**PROVIDED MATERIAL:**
..............................
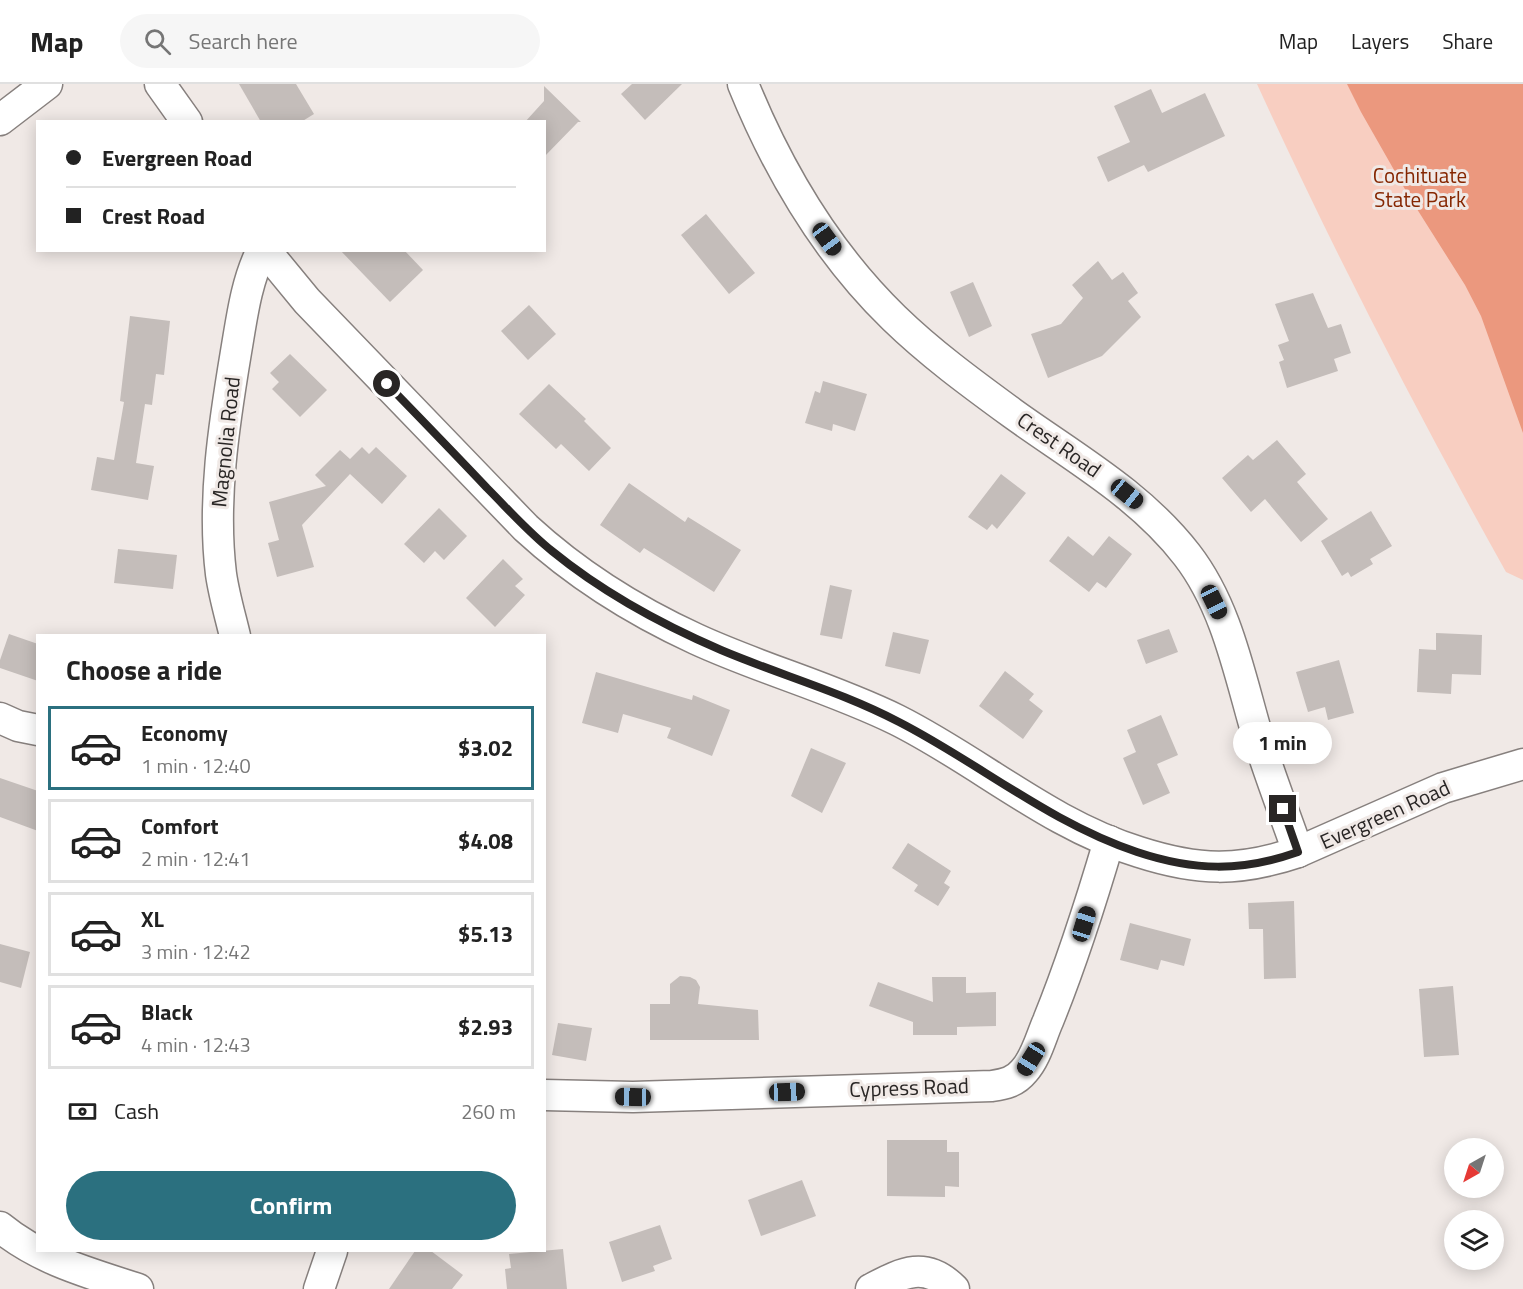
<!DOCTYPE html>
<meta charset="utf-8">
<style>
:root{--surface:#fff;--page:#f6f6f6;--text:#222;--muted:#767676;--line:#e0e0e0;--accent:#2b707f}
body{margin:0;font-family:"Titillium Web",sans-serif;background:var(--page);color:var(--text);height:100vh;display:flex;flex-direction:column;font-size:22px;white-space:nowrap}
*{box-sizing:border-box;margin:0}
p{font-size:20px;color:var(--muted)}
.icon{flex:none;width:33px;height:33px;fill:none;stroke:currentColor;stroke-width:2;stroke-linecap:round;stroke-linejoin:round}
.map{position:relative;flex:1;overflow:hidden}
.panel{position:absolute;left:36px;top:550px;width:510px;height:618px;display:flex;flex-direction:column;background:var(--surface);border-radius:0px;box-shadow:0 3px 15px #0003}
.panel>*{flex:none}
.top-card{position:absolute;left:36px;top:36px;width:510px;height:132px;border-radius:0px;box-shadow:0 3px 15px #0003;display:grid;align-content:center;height:132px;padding:0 30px;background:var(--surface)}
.needle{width:39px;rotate:219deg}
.tools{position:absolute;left:1444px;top:1054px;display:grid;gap:12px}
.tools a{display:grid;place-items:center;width:60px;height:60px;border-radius:50%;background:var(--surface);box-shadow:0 3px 15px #0003;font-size:30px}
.end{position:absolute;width:27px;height:27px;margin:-14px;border:8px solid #292625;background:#fff;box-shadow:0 0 0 3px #fff}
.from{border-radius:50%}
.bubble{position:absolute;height:42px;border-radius:21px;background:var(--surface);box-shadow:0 3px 15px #0003;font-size:20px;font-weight:700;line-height:42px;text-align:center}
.car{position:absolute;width:18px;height:36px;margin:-18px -9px;border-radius:8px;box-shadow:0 0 4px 2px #0007;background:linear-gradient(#222 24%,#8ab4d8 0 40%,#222 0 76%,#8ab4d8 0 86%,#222 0)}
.top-card b{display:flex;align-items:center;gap:21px;height:57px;font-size:22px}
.top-card b+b{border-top:2px solid var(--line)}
.top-card i{width:15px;height:15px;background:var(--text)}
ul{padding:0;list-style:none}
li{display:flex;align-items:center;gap:18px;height:84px;margin:0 12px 9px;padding:0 18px;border:3px solid var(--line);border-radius:0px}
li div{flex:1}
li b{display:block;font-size:22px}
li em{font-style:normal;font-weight:700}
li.selected{border-color:var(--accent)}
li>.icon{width:54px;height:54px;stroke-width:1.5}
h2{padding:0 30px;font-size:27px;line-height:72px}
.pay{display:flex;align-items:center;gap:15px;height:66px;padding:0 30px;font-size:22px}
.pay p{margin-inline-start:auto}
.action{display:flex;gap:12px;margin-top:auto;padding:12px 30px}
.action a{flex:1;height:69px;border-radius:36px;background:var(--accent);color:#fff;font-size:24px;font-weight:700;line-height:69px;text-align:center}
header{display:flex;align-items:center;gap:36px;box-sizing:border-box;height:84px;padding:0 30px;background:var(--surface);border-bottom:2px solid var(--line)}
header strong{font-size:28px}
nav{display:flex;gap:33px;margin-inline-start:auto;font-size:21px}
.search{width:420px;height:54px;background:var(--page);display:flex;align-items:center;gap:15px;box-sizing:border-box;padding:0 21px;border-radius:33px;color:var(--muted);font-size:22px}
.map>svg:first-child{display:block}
</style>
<header>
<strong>Map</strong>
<div class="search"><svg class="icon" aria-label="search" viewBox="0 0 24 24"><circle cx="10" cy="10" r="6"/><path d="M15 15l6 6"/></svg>Search here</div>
<nav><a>Map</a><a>Layers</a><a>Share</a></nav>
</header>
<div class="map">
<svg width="1523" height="1205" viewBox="0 0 1523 1205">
<rect width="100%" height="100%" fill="#f0e9e6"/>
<path fill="#f8cec1" d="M1257,0H1523V496L1506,488C1417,329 1333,166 1257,0Z"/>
<path fill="#eb987e" d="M1347,0H1523V349L1481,232L1465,201L1410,114L1361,28Z"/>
<g fill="#c4bdba">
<path d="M239,0H296L314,30L301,38H261Z"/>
<path d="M632,0H682L645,36L621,10Z"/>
<path d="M544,2L581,38H578L544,73V38H525L544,17Z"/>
<path d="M1151,5L1162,29L1205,9L1225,52L1148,88L1144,81L1108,98L1097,73L1130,58L1114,22Z"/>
<path d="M706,130L755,189L729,210L681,151Z"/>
<path d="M340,166H404L423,186L390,218Z"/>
<path d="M1098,177L1112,196L1123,188L1138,209L1128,217L1141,233L1102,272L1048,294L1031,250L1061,240L1083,214L1072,201Z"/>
<path d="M973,198L992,242L969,253L950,208Z"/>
<path d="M1313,209L1328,244L1341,240L1351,269L1334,275L1338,287L1287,304L1279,278L1284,276L1278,261L1289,257L1275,220Z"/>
<path d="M529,221L556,250L528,276L501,247Z"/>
<path d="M130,232L170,237L164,291L156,290L152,321L145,320L136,379L154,382L148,416L91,406L97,373L114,376L124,318L120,317Z"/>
<path d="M290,270L327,306L300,333L272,305L279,298L270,289Z"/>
<path d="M823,297L867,310L855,347L833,340L832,347L805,339L815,307L820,309Z"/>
<path d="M549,300L586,335L584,337L611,364L589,387L561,360L556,365L519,330Z"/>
<path d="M1277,356L1306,390L1297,398L1328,435L1301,458L1265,415L1251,428L1222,394L1248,371L1253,376Z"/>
<path d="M362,363L369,370L376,363L407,392L382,420L350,390L302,441L314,483L277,493L268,459L279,456L269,418L326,402L315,391L340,366L350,375Z"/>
<path d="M1001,390L1026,409L997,445L992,440L987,446L968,433Z"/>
<path d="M629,399L685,438L688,433L741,466L714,508L644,464L640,469L600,441Z"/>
<path d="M439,424L467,452L444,476L435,467L424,479L404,460Z"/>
<path d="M1371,427L1392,462L1370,475L1373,480L1351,493L1348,488L1342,492L1321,457Z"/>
<path d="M1068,452L1093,472L1109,452L1132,470L1106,504L1097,498L1089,508L1049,477Z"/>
<path d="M118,465L177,471L173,505L114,499Z"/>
<path d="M503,475L523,495L515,502L525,511L495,543L466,514Z"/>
<path d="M830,501L852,506L842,555L820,551Z"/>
<path d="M1169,545L1178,568L1146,580L1137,556Z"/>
<path d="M893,548L929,556L920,590L885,582Z"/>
<path d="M1436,549L1482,551L1481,591L1452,590L1451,610L1417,608L1419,565L1436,566Z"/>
<path d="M9,550L38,560V597L0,584V576Z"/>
<path d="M1339,576L1354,629L1328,636L1325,623L1308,628L1296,588Z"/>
<path d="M1005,587L1034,610L1029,616L1043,627L1023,655L979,622Z"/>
<path d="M596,588L692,616L693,611L730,626L712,672L667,654L671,644L623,630L618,649L582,639Z"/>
<path d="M1161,631L1178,671L1157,680L1170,709L1143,721L1123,674L1136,668L1127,646Z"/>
<path d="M811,664L846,679L822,729L791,712Z"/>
<path d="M0,694L38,707V747L0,733Z"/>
<path d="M908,759L951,787L944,799L950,803L938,822L914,807L918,801L892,784Z"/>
<path d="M1294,817L1296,894L1264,895L1263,845H1249L1248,819Z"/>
<path d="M1130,839L1191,855L1184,882L1161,876L1158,886L1120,876Z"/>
<path d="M0,860L30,868L21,904L0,898Z"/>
<path d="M680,892L690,893L696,896L700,903L698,920L758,926L759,956H650V920H670V900Z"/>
<path d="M932,893H966V909L996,908V942L957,943V951H913V938L869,922L878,898L933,918Z"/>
<path d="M1453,902L1459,971L1424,973L1419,905Z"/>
<path d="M558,939L592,944L586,977L552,971Z"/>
<path d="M887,1056H947V1068H959V1103L945,1102V1113L887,1112Z"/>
<path d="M802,1096L816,1132L761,1152L748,1116Z"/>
<path d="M660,1141L672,1175L653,1182L655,1187L622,1198L609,1158Z"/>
<path d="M563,1165L567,1205H507L505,1185L511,1184L509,1170Z"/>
<path d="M415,1167H431L463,1191L452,1205H389Z"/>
</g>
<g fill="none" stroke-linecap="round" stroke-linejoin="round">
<g stroke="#87807e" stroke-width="33">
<g id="street">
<path d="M160,0L187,38"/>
<path d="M743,0C778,86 827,169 894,234C930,269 971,299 1012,329C1073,373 1140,410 1187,471C1228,524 1240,594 1259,657C1271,695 1285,731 1298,768"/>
<path d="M0,36L47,0"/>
<path d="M265,166L307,217L526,444C575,489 635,527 696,555C761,585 832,604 897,636C979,677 1050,741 1139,768C1198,787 1239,788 1298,768L1443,704L1523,680"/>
<path d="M235,552C230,531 224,511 221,490C212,417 224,340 236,268C242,233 246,198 262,166"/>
<path d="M0,634L18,642L38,646"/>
<path d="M544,1011L633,1013L992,1002C1005,1000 1015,998 1024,987C1036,974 1041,953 1048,937C1072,878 1091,818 1109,757"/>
<path d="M0,1143C40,1176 89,1189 138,1205"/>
<path d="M319,1205L332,1167"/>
<path d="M871,1205C902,1189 925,1176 954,1205"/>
</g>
</g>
<use href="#street" stroke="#fff" stroke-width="30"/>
</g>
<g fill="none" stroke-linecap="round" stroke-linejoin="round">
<path stroke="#292625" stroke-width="8" d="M387,300C421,335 454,369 487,404C508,425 528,448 552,467C601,507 663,541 721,566C780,591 842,608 899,638C979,679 1050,739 1137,768C1194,787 1241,788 1298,768L1283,725"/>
</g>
<g text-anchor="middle" stroke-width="6" stroke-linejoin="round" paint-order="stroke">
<g font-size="21" fill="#852600" stroke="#f0e9e6">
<text x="1420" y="99">Cochituate<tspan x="1420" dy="24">State Park</tspan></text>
</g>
<g font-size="21" fill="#292625" stroke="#f0e9e6">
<text transform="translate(226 358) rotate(-84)" y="7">Magnolia Road</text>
<text transform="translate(1059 361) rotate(35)" y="7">Crest Road</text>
<text transform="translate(1385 731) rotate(-24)" y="7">Evergreen Road</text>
<text transform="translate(909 1004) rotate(-2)" y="7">Cypress Road</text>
</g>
</g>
</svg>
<div class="tools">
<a><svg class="needle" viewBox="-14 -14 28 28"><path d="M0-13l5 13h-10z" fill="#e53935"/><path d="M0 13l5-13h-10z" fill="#767676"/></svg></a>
<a><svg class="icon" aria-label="layers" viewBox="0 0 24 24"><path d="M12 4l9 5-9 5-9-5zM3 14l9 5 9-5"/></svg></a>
</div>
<i class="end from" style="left:387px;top:300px"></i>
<i class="end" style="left:1283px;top:725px"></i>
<div class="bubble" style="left:1233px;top:638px;width:99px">1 min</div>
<i class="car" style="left:827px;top:155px;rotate:144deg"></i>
<i class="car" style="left:1127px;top:410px;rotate:129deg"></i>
<i class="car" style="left:1214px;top:518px;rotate:154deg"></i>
<i class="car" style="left:1084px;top:840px;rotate:17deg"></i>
<i class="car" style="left:1031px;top:975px;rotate:212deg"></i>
<i class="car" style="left:787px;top:1008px;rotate:88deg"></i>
<i class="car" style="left:633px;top:1013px;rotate:271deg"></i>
<div class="top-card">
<b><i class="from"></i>Evergreen Road</b>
<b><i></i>Crest Road</b>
</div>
<section class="panel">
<h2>Choose a ride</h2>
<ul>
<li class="selected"><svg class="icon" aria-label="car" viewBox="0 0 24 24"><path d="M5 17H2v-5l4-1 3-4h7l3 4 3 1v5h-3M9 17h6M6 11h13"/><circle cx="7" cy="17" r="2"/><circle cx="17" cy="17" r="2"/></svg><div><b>Economy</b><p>1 min · 12:40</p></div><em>$3.02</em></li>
<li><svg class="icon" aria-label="car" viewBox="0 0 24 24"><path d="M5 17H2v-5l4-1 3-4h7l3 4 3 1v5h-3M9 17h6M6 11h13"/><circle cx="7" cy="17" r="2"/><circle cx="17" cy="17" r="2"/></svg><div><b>Comfort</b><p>2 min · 12:41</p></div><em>$4.08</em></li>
<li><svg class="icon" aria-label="car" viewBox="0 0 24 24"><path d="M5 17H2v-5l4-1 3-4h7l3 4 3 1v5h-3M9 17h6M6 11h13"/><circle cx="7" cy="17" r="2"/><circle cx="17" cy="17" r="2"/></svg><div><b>XL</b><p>3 min · 12:42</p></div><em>$5.13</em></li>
<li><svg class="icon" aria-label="car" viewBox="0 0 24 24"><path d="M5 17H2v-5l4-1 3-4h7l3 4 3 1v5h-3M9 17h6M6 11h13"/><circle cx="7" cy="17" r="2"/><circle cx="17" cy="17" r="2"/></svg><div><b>Black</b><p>4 min · 12:43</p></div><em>$2.93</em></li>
</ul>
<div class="pay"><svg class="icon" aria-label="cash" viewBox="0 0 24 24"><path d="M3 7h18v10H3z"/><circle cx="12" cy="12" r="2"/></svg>Cash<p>260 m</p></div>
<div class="action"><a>Confirm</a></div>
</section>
</div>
..............................
Give the number of lines above that include "bubble". Write nothing else.

2